**TASK STATEMENT**
Within the listing below, show every line that contains the word "lines".

**DATASET RECORDS**
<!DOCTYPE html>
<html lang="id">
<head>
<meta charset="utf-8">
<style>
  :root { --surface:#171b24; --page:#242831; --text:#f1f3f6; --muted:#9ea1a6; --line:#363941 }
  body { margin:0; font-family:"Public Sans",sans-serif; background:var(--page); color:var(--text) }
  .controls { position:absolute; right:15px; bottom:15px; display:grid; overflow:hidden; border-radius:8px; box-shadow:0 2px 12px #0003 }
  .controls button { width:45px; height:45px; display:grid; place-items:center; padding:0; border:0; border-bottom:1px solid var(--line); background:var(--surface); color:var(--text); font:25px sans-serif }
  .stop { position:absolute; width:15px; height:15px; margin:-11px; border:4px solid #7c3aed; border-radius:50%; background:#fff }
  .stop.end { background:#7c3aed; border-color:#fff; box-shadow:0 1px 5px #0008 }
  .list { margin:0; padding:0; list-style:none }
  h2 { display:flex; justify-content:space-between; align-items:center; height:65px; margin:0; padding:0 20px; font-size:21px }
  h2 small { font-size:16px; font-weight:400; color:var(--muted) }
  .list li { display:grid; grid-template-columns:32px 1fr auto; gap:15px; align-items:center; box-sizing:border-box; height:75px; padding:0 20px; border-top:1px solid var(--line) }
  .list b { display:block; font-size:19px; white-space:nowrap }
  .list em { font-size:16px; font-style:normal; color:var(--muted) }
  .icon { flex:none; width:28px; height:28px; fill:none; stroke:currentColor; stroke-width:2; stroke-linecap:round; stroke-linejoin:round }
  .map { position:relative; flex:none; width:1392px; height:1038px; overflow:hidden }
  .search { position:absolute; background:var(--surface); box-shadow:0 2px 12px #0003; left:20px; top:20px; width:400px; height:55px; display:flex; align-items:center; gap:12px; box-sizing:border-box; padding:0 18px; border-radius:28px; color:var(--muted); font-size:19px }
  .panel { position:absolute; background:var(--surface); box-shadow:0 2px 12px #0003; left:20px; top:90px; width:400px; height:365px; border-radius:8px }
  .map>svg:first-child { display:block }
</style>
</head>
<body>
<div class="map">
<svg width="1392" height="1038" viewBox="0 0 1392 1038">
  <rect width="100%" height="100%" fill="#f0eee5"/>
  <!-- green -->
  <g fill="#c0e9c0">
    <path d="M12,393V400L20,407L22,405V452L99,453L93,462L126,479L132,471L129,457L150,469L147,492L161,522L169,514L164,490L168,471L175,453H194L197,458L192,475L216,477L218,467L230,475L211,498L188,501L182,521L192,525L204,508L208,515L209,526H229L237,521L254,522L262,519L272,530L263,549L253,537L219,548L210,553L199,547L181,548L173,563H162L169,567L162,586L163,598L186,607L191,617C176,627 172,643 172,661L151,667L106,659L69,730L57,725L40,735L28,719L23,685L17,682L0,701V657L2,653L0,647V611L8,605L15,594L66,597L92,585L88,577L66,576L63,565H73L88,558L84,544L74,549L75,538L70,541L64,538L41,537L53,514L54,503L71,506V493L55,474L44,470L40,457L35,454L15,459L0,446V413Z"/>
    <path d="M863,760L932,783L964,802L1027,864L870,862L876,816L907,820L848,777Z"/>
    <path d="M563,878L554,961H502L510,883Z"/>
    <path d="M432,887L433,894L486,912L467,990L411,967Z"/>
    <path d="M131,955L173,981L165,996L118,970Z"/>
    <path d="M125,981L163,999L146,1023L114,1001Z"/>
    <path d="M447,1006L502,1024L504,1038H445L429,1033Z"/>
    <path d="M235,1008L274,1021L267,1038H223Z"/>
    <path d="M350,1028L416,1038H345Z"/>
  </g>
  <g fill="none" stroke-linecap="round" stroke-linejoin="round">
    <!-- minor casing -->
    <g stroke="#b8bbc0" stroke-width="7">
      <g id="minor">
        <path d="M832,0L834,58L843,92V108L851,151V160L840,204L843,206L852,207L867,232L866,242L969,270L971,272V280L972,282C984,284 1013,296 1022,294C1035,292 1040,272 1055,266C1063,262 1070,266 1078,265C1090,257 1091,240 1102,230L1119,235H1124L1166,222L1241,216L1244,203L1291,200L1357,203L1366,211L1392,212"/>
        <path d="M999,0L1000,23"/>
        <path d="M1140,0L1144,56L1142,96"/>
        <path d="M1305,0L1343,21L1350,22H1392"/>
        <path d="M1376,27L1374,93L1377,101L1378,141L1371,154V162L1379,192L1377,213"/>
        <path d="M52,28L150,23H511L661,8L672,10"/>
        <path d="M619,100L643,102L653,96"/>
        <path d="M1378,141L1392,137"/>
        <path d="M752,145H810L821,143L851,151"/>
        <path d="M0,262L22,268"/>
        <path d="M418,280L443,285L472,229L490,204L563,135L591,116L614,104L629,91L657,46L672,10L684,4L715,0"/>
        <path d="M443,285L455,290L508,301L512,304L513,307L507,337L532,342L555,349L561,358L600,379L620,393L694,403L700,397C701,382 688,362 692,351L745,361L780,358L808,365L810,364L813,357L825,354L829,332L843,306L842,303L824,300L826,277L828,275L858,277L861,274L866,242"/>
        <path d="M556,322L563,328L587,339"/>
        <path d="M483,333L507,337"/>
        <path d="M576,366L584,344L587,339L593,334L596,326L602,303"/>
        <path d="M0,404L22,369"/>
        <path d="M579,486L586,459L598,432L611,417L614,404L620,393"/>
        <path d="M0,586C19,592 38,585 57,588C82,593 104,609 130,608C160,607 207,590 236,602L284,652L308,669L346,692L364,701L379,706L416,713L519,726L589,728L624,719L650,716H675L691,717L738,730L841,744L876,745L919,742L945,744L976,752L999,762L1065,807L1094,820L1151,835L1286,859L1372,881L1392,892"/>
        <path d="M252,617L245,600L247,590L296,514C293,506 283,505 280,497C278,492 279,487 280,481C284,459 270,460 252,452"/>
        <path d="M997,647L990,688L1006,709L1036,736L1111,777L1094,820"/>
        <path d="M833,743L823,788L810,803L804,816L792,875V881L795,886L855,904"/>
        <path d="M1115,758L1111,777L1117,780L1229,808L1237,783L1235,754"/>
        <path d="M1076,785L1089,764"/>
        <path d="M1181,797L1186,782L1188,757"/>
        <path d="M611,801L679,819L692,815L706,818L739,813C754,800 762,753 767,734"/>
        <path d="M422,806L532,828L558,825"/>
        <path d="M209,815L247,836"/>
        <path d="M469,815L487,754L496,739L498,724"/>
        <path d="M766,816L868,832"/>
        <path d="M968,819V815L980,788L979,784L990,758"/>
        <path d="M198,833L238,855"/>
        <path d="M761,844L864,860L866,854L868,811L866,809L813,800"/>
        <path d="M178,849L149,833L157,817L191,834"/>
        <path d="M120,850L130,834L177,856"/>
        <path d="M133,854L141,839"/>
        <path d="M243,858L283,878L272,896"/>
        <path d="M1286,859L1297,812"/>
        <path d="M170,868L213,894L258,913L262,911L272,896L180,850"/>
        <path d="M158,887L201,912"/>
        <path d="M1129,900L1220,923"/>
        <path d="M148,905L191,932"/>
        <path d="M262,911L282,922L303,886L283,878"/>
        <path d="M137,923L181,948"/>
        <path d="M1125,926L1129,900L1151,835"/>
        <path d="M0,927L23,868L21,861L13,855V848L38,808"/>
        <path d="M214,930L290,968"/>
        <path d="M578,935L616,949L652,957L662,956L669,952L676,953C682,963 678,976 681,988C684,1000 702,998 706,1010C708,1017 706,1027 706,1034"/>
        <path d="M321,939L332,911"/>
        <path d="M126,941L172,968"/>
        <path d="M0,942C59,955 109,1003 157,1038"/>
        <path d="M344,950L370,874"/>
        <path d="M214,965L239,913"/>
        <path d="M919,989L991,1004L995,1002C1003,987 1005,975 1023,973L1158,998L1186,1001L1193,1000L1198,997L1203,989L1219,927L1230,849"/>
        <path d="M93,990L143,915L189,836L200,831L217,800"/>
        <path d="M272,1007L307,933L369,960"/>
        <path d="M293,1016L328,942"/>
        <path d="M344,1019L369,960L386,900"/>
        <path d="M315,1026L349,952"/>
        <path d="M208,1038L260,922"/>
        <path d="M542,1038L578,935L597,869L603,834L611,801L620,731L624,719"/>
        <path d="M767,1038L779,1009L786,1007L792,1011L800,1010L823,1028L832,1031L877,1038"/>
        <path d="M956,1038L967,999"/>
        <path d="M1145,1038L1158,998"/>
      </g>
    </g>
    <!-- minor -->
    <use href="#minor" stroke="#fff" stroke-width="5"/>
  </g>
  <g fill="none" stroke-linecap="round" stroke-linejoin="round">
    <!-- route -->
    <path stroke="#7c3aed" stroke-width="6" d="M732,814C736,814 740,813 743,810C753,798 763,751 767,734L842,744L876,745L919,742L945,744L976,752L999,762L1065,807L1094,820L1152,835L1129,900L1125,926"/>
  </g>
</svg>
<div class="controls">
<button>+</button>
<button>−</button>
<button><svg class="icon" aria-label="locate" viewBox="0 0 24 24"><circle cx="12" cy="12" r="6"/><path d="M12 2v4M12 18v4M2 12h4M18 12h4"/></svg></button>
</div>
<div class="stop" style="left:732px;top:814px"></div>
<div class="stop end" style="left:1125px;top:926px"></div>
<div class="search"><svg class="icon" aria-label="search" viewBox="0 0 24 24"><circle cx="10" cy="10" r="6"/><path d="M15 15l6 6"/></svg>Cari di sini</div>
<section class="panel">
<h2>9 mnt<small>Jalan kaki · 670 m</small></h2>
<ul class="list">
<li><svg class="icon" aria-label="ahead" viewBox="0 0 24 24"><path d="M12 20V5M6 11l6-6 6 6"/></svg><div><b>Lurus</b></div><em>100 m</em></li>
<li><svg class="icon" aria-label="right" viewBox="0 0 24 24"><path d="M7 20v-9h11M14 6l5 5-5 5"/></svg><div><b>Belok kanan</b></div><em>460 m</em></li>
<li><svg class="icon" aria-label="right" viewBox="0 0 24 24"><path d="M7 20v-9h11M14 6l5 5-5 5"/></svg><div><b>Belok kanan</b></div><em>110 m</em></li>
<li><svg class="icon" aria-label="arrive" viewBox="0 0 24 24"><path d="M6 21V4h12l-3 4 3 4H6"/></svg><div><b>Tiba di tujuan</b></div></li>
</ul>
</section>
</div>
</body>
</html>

...

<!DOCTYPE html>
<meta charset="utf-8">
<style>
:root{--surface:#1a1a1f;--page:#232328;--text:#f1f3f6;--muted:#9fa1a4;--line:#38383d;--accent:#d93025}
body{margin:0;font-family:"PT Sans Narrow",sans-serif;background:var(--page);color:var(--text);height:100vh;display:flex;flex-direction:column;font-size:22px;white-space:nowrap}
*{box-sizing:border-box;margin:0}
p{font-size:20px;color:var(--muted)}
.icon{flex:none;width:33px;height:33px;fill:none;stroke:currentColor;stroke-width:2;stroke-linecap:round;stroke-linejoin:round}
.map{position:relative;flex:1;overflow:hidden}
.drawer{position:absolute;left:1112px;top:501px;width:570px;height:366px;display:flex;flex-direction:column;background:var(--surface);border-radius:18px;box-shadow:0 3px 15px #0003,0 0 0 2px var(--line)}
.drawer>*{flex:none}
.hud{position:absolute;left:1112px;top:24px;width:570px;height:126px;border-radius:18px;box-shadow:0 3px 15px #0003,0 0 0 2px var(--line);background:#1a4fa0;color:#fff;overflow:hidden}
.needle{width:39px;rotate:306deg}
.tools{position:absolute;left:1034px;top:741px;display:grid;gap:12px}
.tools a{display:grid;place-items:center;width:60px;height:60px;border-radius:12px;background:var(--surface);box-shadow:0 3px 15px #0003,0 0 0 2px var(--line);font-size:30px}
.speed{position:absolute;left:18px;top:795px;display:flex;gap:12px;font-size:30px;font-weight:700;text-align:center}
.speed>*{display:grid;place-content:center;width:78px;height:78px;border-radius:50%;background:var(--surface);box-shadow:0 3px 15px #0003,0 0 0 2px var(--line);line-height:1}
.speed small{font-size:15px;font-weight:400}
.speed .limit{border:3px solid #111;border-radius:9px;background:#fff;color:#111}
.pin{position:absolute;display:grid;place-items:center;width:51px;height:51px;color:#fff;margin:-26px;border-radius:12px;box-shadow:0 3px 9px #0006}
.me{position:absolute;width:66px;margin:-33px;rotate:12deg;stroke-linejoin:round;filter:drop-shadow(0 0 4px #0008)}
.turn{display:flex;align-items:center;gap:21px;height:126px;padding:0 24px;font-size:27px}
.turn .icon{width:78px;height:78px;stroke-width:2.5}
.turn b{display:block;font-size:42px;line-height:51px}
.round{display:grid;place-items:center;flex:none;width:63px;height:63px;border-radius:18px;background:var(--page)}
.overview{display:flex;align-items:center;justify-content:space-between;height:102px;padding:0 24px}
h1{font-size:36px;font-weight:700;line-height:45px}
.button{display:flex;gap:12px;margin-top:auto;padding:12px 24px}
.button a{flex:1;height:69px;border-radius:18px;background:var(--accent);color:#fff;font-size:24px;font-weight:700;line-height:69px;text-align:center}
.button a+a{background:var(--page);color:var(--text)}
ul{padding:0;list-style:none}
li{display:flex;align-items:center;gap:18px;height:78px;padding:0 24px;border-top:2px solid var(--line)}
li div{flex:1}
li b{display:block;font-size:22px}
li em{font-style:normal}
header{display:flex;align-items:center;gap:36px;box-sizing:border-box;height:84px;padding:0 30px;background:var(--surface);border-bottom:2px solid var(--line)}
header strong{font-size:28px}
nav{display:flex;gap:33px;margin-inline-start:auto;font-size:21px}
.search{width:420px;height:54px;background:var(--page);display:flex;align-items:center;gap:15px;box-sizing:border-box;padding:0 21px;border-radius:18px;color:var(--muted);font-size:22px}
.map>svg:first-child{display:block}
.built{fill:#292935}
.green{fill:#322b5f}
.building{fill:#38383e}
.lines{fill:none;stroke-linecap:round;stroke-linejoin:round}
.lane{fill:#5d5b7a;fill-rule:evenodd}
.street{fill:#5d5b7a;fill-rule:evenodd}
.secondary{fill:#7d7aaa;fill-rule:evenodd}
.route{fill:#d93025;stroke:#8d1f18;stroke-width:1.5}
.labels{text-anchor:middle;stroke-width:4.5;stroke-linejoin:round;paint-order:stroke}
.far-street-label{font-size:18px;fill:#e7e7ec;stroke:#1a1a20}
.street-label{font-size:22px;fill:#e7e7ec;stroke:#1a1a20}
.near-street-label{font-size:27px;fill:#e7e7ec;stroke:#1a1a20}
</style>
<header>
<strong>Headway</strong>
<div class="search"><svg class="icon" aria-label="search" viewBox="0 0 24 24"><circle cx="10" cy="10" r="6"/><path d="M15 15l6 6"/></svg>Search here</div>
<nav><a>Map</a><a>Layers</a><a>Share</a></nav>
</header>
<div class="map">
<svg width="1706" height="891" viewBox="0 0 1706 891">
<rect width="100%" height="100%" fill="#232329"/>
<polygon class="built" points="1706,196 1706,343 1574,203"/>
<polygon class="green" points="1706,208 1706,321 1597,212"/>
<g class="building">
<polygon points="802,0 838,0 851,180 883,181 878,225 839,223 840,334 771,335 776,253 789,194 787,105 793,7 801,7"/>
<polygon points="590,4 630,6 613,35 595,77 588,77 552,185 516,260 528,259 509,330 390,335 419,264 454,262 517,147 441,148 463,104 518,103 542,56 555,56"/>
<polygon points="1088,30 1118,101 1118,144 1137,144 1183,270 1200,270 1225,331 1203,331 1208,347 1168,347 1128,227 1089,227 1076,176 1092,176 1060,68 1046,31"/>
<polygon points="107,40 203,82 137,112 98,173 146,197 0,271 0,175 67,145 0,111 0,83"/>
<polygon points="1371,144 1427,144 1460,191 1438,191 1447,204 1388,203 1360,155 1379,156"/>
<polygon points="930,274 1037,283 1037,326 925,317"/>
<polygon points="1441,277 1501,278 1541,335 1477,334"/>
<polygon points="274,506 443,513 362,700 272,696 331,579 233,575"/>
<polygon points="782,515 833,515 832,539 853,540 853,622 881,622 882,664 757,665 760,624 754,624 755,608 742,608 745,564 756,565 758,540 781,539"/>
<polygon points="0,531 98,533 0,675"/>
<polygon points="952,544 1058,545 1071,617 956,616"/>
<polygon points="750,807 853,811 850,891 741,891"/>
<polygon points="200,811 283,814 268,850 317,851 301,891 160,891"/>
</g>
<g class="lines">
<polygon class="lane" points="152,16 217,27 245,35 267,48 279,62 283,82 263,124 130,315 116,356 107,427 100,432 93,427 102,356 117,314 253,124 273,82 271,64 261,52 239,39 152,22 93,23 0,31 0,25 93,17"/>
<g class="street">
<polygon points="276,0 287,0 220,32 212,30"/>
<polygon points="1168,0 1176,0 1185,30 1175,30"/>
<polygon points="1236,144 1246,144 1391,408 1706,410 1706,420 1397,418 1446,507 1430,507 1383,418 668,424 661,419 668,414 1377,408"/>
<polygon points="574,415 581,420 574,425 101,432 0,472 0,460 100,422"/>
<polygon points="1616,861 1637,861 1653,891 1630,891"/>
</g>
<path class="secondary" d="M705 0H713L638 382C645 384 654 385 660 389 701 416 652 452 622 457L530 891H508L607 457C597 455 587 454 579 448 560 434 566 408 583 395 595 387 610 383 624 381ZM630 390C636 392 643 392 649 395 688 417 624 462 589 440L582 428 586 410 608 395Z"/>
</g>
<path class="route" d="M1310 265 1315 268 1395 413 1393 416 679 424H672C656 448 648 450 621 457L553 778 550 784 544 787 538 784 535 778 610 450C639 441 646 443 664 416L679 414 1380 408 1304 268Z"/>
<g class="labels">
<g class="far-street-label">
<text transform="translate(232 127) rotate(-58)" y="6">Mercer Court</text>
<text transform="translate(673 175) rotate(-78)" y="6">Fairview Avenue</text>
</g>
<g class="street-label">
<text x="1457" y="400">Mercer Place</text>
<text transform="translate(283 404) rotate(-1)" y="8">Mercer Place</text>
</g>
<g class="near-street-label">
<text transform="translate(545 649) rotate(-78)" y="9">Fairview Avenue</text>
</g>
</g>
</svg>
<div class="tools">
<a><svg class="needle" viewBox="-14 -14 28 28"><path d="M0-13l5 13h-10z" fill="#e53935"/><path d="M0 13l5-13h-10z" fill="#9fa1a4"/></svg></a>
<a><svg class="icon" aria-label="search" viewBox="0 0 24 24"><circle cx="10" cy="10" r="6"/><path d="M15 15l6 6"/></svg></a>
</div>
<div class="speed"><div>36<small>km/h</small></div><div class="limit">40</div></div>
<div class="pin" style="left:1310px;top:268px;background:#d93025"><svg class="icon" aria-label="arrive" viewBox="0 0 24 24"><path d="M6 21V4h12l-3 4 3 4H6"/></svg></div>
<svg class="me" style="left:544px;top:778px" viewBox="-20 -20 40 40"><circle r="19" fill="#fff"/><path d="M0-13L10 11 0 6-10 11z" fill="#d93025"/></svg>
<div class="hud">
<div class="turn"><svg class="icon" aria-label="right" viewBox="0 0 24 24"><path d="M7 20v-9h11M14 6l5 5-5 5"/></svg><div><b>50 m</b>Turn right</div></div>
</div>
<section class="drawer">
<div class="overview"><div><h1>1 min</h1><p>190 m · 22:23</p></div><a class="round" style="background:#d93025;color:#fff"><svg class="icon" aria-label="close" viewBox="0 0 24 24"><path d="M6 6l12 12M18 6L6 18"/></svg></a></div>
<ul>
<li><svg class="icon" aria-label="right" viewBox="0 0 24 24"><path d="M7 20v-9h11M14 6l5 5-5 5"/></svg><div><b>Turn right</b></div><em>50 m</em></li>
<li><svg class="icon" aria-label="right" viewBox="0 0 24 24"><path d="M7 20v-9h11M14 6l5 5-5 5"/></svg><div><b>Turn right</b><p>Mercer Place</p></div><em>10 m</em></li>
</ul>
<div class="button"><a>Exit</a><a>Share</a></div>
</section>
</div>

**ANSWER BOX**
.lines{fill:none;stroke-linecap:round;stroke-linejoin:round}
<g class="lines">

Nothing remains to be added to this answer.